(Collected data)
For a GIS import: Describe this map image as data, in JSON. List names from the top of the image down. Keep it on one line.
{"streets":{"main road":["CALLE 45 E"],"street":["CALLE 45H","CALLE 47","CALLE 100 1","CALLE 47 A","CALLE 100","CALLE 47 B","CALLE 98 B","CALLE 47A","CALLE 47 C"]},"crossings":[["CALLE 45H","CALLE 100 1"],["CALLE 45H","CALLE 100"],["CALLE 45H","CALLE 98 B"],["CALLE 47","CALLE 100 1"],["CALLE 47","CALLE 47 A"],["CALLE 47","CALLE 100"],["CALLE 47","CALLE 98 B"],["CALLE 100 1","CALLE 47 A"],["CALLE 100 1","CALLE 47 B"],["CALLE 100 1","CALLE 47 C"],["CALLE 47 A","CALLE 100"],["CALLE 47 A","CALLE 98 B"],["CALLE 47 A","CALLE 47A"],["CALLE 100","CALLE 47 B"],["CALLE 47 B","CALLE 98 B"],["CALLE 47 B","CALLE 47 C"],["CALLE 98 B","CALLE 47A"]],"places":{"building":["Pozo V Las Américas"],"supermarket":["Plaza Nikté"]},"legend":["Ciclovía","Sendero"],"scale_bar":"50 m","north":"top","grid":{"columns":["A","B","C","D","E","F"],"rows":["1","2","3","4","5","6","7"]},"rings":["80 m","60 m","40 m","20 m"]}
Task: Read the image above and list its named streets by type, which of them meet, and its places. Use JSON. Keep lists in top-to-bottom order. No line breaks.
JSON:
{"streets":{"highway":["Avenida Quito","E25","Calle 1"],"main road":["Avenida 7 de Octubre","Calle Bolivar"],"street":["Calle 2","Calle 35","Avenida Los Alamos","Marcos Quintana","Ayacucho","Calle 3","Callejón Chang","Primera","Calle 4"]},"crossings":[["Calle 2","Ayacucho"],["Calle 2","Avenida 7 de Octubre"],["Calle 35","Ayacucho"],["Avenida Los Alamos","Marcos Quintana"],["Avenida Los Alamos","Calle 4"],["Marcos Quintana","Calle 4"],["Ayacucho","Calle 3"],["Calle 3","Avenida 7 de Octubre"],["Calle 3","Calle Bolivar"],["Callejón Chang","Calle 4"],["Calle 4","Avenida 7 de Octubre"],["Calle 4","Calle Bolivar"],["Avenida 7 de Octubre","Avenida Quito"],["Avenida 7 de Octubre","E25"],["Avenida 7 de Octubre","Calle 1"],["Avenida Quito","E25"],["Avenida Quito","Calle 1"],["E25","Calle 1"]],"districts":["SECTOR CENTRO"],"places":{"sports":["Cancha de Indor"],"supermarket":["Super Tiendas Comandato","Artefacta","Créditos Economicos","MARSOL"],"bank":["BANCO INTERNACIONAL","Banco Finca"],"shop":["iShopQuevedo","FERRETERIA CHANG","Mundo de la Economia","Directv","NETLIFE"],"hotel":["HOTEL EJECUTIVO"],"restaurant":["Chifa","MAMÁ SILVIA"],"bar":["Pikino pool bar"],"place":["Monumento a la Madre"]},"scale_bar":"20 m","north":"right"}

What is expected:
Your task is to repeat the data exactly, with nothing left out.

Exercise answer:
For a GIS import: Describe this map image as data, in JSON. List names from the top of the image down. Keep it on one line.
{"streets":{"main road":["CALLE 45 E"],"street":["CALLE 45H","CALLE 47","CALLE 100 1","CALLE 47 A","CALLE 100","CALLE 47 B","CALLE 98 B","CALLE 47A","CALLE 47 C"]},"crossings":[["CALLE 45H","CALLE 100 1"],["CALLE 45H","CALLE 100"],["CALLE 45H","CALLE 98 B"],["CALLE 47","CALLE 100 1"],["CALLE 47","CALLE 47 A"],["CALLE 47","CALLE 100"],["CALLE 47","CALLE 98 B"],["CALLE 100 1","CALLE 47 A"],["CALLE 100 1","CALLE 47 B"],["CALLE 100 1","CALLE 47 C"],["CALLE 47 A","CALLE 100"],["CALLE 47 A","CALLE 98 B"],["CALLE 47 A","CALLE 47A"],["CALLE 100","CALLE 47 B"],["CALLE 47 B","CALLE 98 B"],["CALLE 47 B","CALLE 47 C"],["CALLE 98 B","CALLE 47A"]],"places":{"building":["Pozo V Las Américas"],"supermarket":["Plaza Nikté"]},"legend":["Ciclovía","Sendero"],"scale_bar":"50 m","north":"top","grid":{"columns":["A","B","C","D","E","F"],"rows":["1","2","3","4","5","6","7"]},"rings":["80 m","60 m","40 m","20 m"]}
Task: Read the image above and list its named streets by type, which of them meet, and its places. Use JSON. Keep lists in top-to-bottom order. No line breaks.
JSON:
{"streets":{"highway":["Avenida Quito","E25","Calle 1"],"main road":["Avenida 7 de Octubre","Calle Bolivar"],"street":["Calle 2","Calle 35","Avenida Los Alamos","Marcos Quintana","Ayacucho","Calle 3","Callejón Chang","Primera","Calle 4"]},"crossings":[["Calle 2","Ayacucho"],["Calle 2","Avenida 7 de Octubre"],["Calle 35","Ayacucho"],["Avenida Los Alamos","Marcos Quintana"],["Avenida Los Alamos","Calle 4"],["Marcos Quintana","Calle 4"],["Ayacucho","Calle 3"],["Calle 3","Avenida 7 de Octubre"],["Calle 3","Calle Bolivar"],["Callejón Chang","Calle 4"],["Calle 4","Avenida 7 de Octubre"],["Calle 4","Calle Bolivar"],["Avenida 7 de Octubre","Avenida Quito"],["Avenida 7 de Octubre","E25"],["Avenida 7 de Octubre","Calle 1"],["Avenida Quito","E25"],["Avenida Quito","Calle 1"],["E25","Calle 1"]],"districts":["SECTOR CENTRO"],"places":{"sports":["Cancha de Indor"],"supermarket":["Super Tiendas Comandato","Artefacta","Créditos Economicos","MARSOL"],"bank":["BANCO INTERNACIONAL","Banco Finca"],"shop":["iShopQuevedo","FERRETERIA CHANG","Mundo de la Economia","Directv","NETLIFE"],"hotel":["HOTEL EJECUTIVO"],"restaurant":["Chifa","MAMÁ SILVIA"],"bar":["Pikino pool bar"],"place":["Monumento a la Madre"]},"scale_bar":"20 m","north":"right"}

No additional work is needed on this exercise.